Schon seit längerem läuft in Österreich ein Volksbegehren, das „Whistleblower, die für Demokratie und Pressefreiheit kämpfen, durch Änderung der Bundesverfassung“ die Staatsbürgerschaft erhalten können. Außerdem sollen Folteropfer, bei denen die UN dies bestätigt, einen Rechtsanspruch auf die Staatsbürgerschaft haben können. Auch wenn sich das Opfer in Haft befindet. Laut dem UN-Folterbeauftragten Nils Melzer ist Assange in Belmarsh struktureller Folter ausgesetzt.

„Assange wie Galilei“

Seit Ende März läuft das Volksbegehren. Über 7.000 Menschen haben schon unterschrieben, für erste Schritte wären mehr als 8.000 Unterschriften nötig.

Der Initiator des Volksbegehrens, Edgar Hagenbichler, sieht im Gespräch mit ZackZack die „Demokratie im Westen in Gefahr“. Es sei äußert bedenklich wie mit der Pressefreiheit umgegangen werde. Tatsächlich sei Julian Assange „ein Held unserer Zeit. Dafür büßt er schon jahrelang unschuldig im Gefängnis. Die Machthaber und Machthaberinnen unserer Zeit ertragen die Wahrheit nicht, dieses Schicksal teilt Assange mit Galileo Galilei, der die Monde des Jupiters sah, und das durfte nicht sein“, meint Hagenbichler auf seinem Blog.

Seit Jahren werden am Stephansplatz Mahnwachen für die Freiheit von Julian Assange abgehalten. Auch am heutigen Mittwoch kommt es um 17 Uhr zu einer solchen Veranstaltung.

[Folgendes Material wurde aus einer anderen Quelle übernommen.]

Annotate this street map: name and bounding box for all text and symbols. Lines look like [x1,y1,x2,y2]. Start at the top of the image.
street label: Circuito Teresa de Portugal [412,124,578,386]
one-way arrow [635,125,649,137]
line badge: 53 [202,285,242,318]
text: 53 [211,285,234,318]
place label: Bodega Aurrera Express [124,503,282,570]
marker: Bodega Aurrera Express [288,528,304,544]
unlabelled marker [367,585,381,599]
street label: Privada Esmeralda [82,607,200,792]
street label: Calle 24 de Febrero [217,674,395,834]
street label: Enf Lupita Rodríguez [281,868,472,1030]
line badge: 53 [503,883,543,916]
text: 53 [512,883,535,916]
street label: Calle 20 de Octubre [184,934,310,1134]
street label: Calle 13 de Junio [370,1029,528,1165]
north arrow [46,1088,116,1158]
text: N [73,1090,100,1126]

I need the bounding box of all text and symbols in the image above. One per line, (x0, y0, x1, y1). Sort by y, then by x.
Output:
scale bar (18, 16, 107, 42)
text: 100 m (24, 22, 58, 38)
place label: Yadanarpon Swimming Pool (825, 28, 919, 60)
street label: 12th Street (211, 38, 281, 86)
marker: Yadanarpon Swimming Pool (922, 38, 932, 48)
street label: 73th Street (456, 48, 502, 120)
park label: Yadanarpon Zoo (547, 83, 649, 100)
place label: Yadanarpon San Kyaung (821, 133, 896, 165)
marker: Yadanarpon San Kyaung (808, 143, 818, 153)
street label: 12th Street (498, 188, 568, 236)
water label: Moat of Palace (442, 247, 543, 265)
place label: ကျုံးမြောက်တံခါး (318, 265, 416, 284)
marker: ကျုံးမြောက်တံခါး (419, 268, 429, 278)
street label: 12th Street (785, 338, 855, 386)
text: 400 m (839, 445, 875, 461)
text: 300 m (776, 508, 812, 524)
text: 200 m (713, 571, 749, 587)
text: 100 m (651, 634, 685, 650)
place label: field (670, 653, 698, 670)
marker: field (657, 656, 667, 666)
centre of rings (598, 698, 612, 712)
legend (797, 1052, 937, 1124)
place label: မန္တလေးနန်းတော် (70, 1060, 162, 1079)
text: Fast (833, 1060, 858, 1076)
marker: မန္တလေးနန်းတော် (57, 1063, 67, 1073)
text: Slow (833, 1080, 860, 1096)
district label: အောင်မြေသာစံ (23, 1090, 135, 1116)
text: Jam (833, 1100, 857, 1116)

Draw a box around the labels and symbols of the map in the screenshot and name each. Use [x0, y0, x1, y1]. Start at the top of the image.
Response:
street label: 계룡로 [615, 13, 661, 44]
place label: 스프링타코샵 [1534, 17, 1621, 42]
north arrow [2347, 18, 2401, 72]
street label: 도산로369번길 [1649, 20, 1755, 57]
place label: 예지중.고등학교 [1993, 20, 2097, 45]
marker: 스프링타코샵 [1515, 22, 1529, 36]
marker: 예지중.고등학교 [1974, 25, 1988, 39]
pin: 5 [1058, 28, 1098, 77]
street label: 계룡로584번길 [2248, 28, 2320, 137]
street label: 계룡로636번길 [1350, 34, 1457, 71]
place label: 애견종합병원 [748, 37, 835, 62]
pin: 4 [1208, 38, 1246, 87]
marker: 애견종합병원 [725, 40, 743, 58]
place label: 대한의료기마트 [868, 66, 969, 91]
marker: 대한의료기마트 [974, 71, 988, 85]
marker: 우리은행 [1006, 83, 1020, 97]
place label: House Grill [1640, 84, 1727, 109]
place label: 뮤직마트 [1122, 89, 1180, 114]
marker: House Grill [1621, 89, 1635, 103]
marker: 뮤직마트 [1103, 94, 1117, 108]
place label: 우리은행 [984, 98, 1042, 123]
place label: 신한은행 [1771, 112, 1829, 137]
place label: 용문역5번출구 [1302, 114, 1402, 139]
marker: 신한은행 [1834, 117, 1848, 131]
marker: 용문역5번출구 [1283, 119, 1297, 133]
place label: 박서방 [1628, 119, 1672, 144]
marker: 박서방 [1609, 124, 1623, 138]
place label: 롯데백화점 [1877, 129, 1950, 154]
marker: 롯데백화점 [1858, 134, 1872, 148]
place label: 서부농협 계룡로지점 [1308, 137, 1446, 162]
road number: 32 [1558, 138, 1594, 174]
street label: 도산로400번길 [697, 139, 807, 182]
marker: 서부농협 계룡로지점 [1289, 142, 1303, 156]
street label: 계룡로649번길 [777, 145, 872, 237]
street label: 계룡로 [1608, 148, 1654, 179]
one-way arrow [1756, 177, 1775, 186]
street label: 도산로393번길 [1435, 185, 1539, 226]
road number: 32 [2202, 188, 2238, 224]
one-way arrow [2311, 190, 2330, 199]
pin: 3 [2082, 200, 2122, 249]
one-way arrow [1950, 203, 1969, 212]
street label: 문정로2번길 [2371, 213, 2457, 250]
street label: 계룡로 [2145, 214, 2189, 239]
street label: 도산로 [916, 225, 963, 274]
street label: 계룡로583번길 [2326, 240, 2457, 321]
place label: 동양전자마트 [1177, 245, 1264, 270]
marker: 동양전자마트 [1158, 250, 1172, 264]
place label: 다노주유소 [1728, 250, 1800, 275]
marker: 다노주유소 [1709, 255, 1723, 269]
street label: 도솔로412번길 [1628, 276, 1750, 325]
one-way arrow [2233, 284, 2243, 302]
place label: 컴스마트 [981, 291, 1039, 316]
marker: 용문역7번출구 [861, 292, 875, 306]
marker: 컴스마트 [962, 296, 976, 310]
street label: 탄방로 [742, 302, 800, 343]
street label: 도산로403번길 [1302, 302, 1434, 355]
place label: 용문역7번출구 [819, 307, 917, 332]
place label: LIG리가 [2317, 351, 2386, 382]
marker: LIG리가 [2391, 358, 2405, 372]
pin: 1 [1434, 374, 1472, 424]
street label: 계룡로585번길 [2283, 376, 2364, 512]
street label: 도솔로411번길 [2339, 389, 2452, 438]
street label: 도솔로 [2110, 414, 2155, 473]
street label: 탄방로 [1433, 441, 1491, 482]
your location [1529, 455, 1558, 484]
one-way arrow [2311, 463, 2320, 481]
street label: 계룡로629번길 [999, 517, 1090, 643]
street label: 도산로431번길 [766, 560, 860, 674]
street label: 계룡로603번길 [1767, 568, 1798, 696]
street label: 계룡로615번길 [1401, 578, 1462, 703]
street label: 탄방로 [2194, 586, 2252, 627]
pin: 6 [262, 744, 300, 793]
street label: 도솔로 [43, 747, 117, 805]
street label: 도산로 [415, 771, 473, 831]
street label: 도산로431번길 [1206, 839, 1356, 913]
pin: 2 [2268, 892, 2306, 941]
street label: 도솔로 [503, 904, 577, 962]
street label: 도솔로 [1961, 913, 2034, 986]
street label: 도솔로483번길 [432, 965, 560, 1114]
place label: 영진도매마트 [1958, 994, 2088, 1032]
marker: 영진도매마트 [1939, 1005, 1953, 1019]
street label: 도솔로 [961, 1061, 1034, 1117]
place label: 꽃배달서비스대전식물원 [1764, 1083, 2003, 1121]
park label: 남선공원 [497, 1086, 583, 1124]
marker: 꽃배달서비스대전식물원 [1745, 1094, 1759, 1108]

Kürzlich kündige die Freundin von Assange, Stella Moris, die Assange während seiner Zeit im Exil in der ecuadorianischen Botschaft in London kennengelernt hatte, die Hochzeit an. In England muss man eine Trauung knapp ein Monat zuvor anmelden, anschließend muss sie innerhalb eines Jahres stattfinden.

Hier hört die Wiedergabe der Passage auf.